The Ministry of Mining and Energy has announced a public call for the selection of a strategic partner for the construction of solar power plants with a total installed capacity of 1 GW, with battery systems for storing electricity. The project, which is implemented according to the “turnkey” system, obliges the strategic partner to hand over the power plants to the management of EPS after 2 years from the construction and commissioning of the facilities. Locations for the construction of a total of five or more independent solar power plants have not yet been selected, and the total number and locations will be proposed by the strategic partner, while the implementation plan is adopted by the Working Group in charge of monitoring the project.
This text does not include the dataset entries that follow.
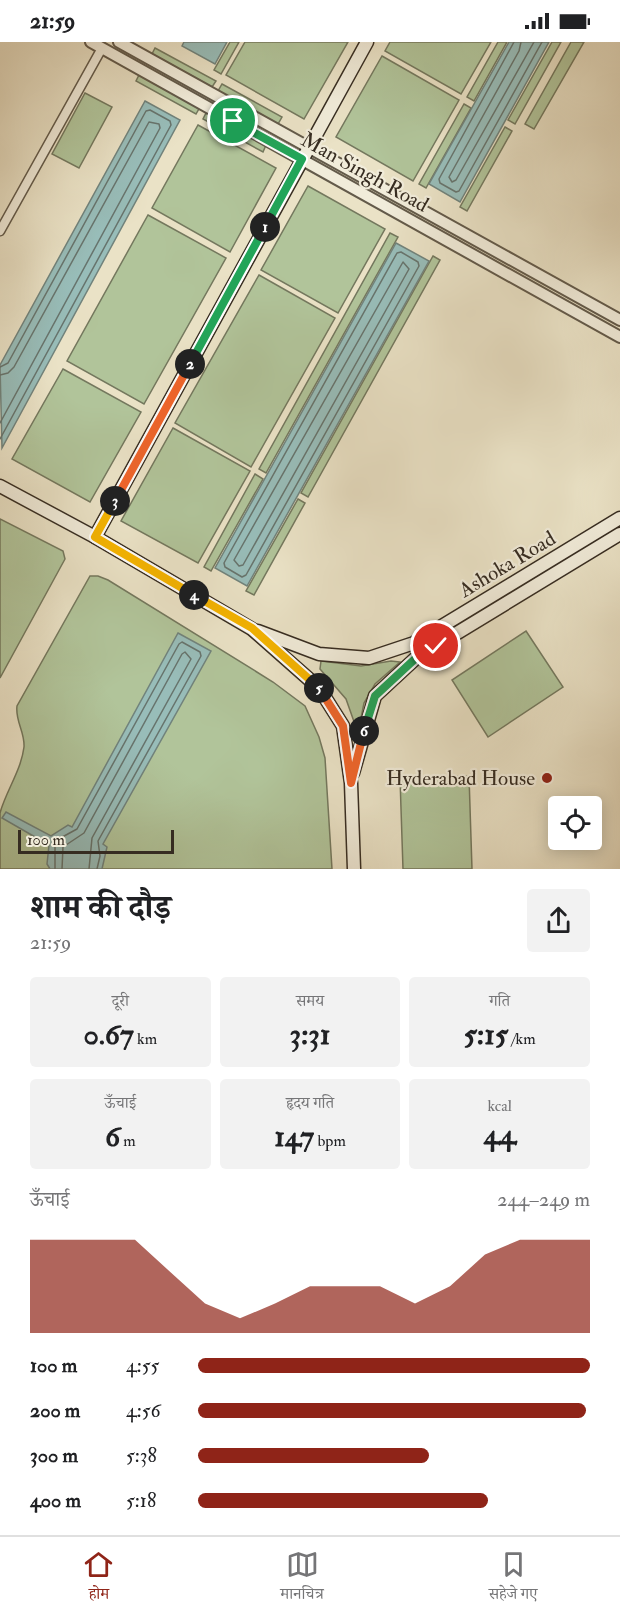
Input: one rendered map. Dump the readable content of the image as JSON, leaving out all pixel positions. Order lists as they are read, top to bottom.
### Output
{
  "streets": {
    "main road": ["Ashoka Road"],
    "street": ["Man Singh Road"]
  },
  "places": ["Hyderabad House"],
  "scale_bar": "100 m",
  "page": {
    "status": "21:59",
    "pins": [
      "1",
      "2",
      "3",
      "4",
      "5",
      "6"
    ],
    "scale": "100 m",
    "heading": ["शाम की दौड़", "21:59"],
    "stats": [
      ["दूरी", "0.67 km"],
      ["समय", "3:31"],
      ["गति", "5:15 /km"],
      ["ऊँचाई", "6 m"],
      ["हृदय गति", "147 bpm"],
      ["kcal", "44"]
    ],
    "chart": ["ऊँचाई", "244–249 m"],
    "list": [
      {
        "name": "100 m",
        "note": "4:55"
      },
      {
        "name": "200 m",
        "note": "4:56"
      },
      {
        "name": "300 m",
        "note": "5:38"
      },
      {
        "name": "400 m",
        "note": "5:18"
      }
    ],
    "tabs": ["होम", "मानचित्र", "सहेजे गए"]
  }
}
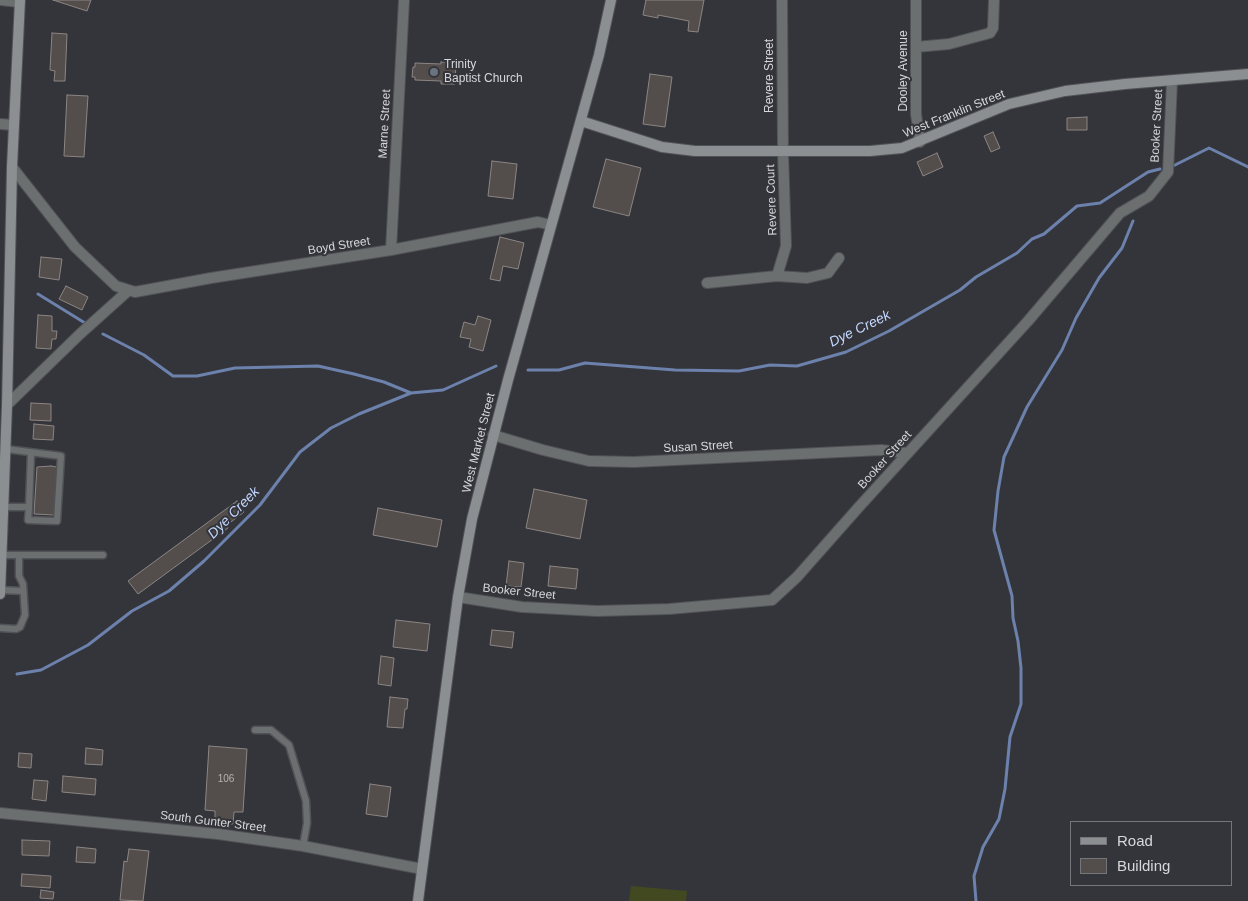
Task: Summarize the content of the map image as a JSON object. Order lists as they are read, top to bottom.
{
  "streets": {
    "street": [
      "Dooley Avenue",
      "Revere Street",
      "West Franklin Street",
      "Marne Street",
      "Booker Street",
      "Revere Court",
      "Boyd Street",
      "West Market Street",
      "Susan Street",
      "South Gunter Street"
    ]
  },
  "crossings": [
    ["Dooley Avenue", "West Franklin Street"],
    ["Revere Street", "West Franklin Street"],
    ["Revere Street", "Revere Court"],
    ["West Franklin Street", "Booker Street"],
    ["West Franklin Street", "Revere Court"],
    ["West Franklin Street", "West Market Street"],
    ["Marne Street", "Boyd Street"],
    ["Booker Street", "West Market Street"],
    ["Booker Street", "Susan Street"],
    ["Boyd Street", "West Market Street"],
    ["West Market Street", "Susan Street"],
    ["West Market Street", "South Gunter Street"]
  ],
  "water": ["Dye Creek"],
  "places": ["Trinity Baptist Church"],
  "house_numbers": ["106"],
  "legend": ["Road", "Building"]
}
However, what catches the eye when reading the public invitation are the conditions required of interested bidders, which are unusual to say the least. It is unclear, namely, why certain criteria are important for the realization of a project of this type, such as the condition that the bidder has more than 5,000 employees, as well as that in each of the previous three years it had an annual turnover of 4.5 billion euros. It would be interesting to get information on how many companies on a global level meet these two conditions cumulatively. It would also be interesting to hear why the Ministry decided on these figures and setting these conditions.
Another, perhaps even more serious problem is that the economic parameter – the financial offer for the implementation of the projects – was not taken as a criterion for the selection of bidders at all. Namely, bidders are ranked by points (maximum 100 points) which are awarded based on four criteria: 1. Business (offered total installed power of battery systems), 2. Human resources (number of engineers with required licenses and installation technicians), 3. Warranty period (refers to the warranty on key components, such as: panels, inverters, transformers and batteries) and 4. Technical characteristics (also refers to the mentioned key components).
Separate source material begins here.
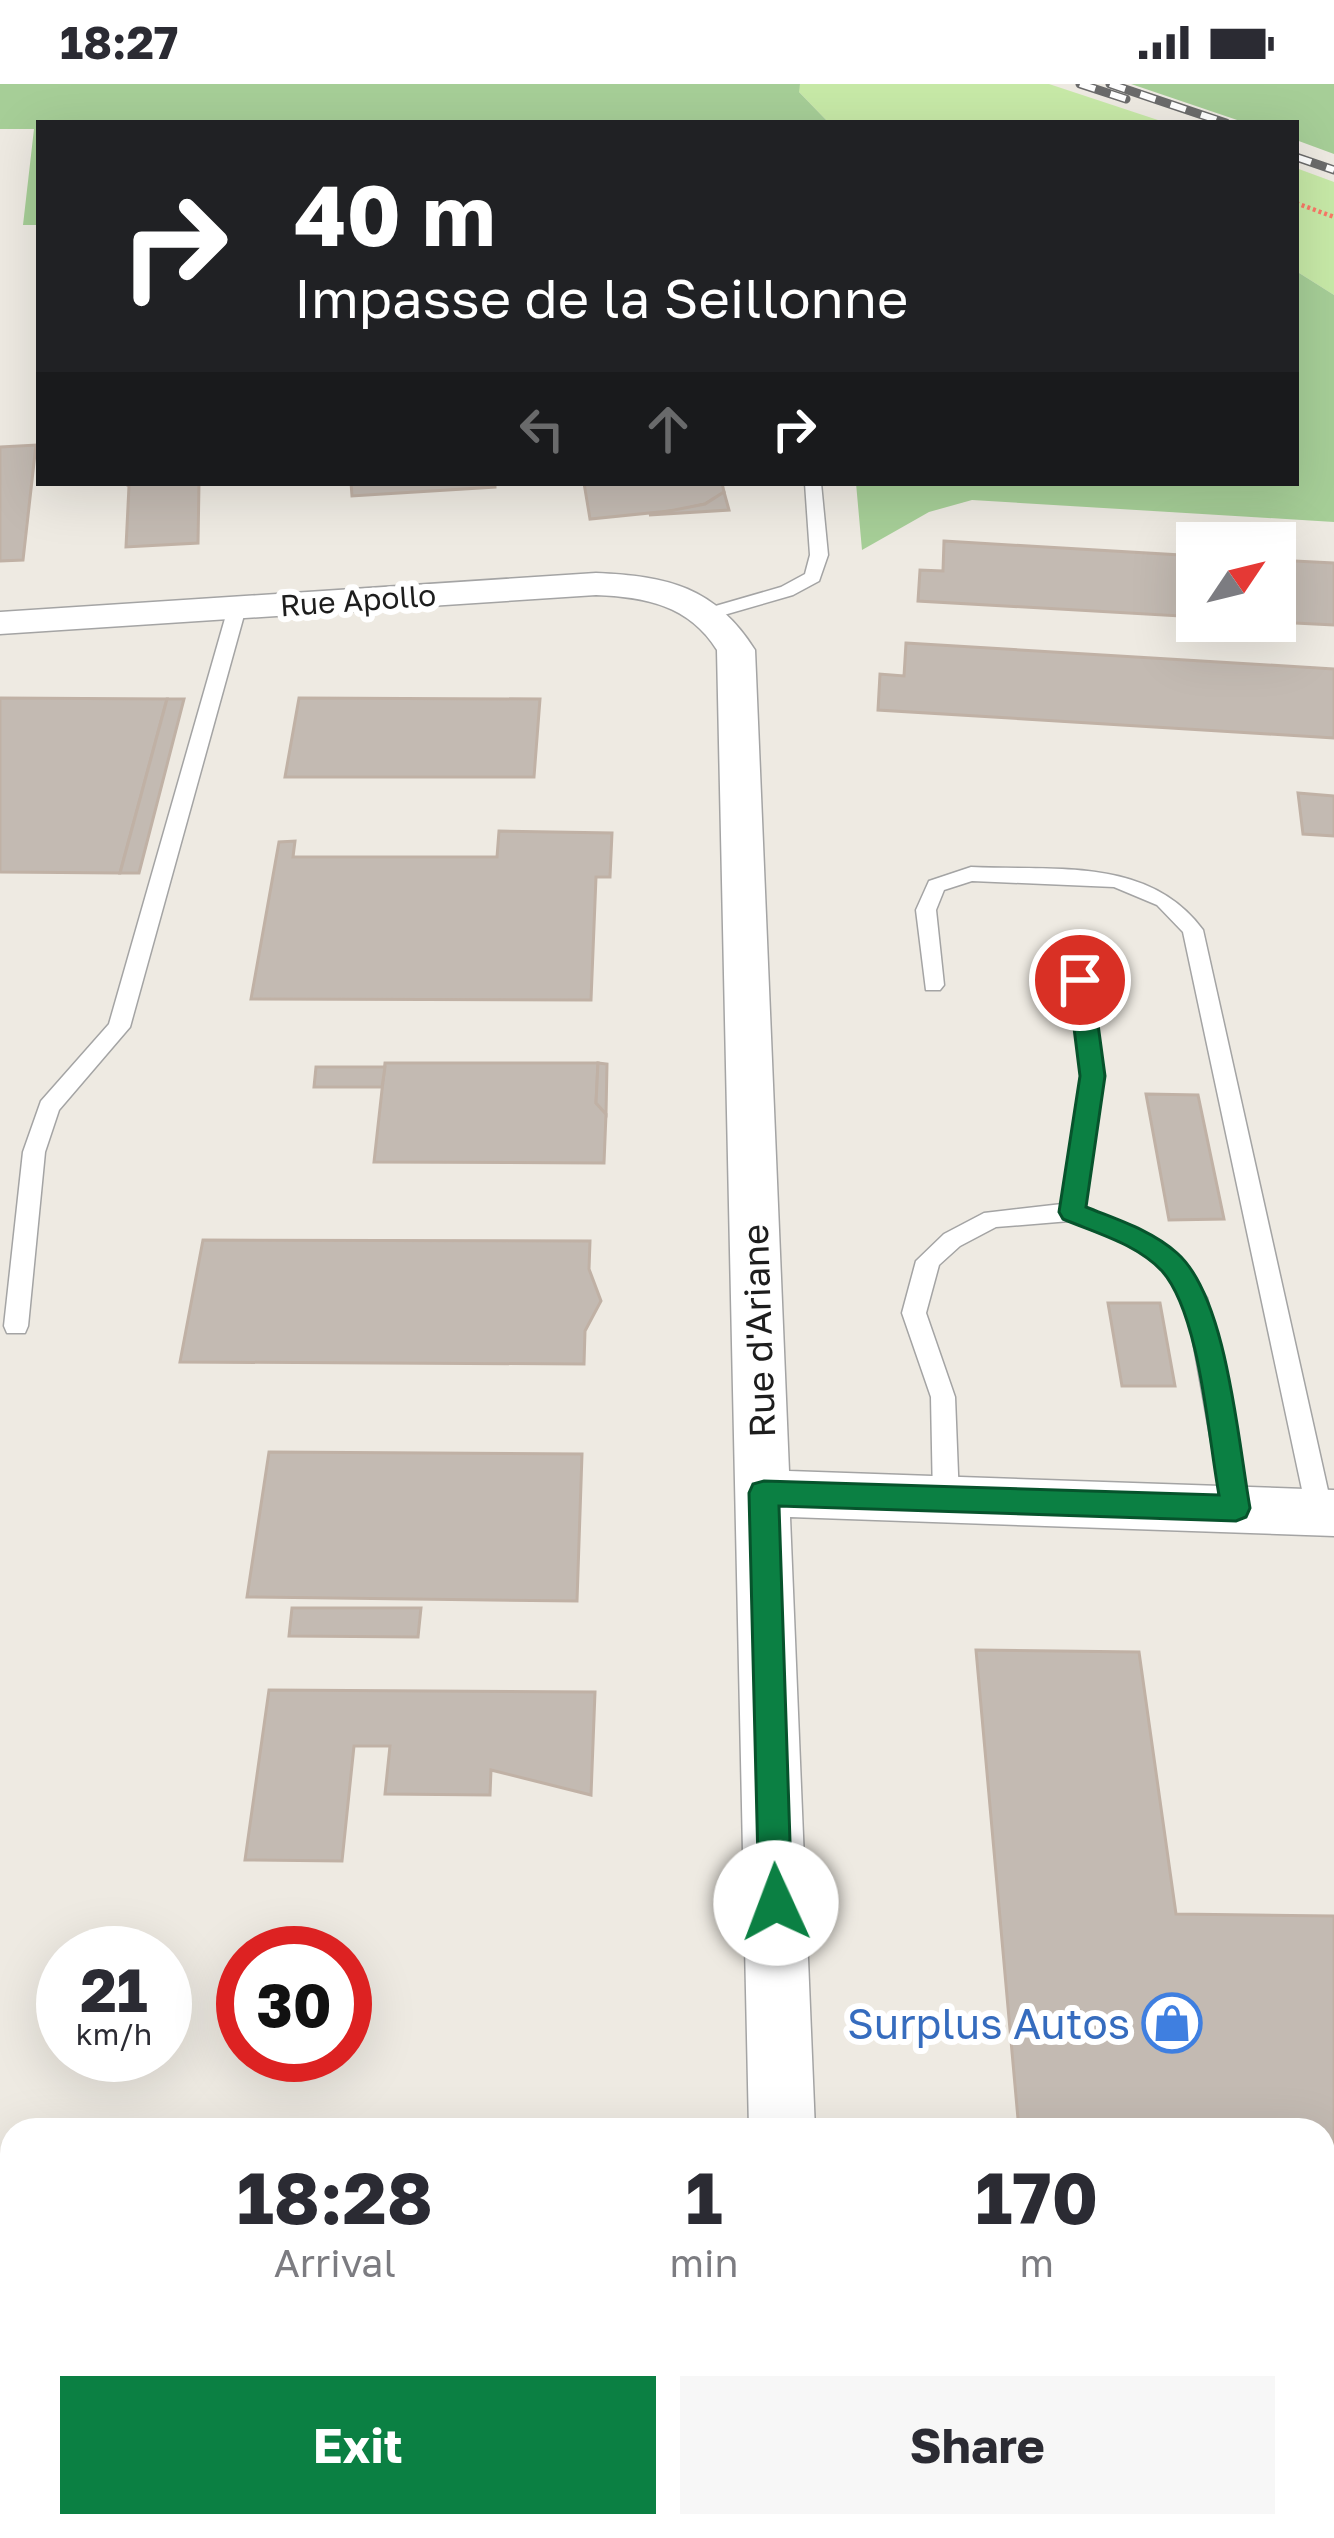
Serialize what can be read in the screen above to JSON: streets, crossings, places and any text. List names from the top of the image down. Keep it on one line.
{"streets":{"street":["Rue Apollo","Rue d'Ariane"]},"crossings":[["Rue Apollo","Rue d'Ariane"]],"places":{"shop":["Surplus Autos"]},"north":"top right","page":{"status":"18:27","turn":["40 m","Impasse de la Seillonne"],"speed":"21 km/h","limit":"30","eta":["18:28","Arrival","1","min","170","m"],"buttons":["Exit","Share"]}}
However, the offered price is not at all a criterion for deciding and choosing a bidder. Thus, hypothetically, it would be possible that in the event that one bidder who collects 87 points and offers to implement the project for the amount of 2 billion euros, he would be ahead of the bidder who collected 86 points and made an offer of 700 million euros, only because he gave a year shorter warranty on the battery. This is especially strange when you take into account the value of such a project, as well as the fact that in practice, when it comes to the implementation of public procurements that are implemented under the law of the same name in the Republic of Serbia (the application of which is excluded here), the lowest submitted offer is taken as a key criterion when selecting a bidder.
Finally, the legal framework established by the Law on the Use of Renewable Energy Sources is such that, in a specific case, the Government of Serbia could declare this project as a project of importance for the Republic of Serbia and determine the public interest in the expropriation of sites for the construction of these plants, and construction in protected areas, including here even the 1st degree of protection, which directly overrides the application of other positive regulations of the Republic of Serbia.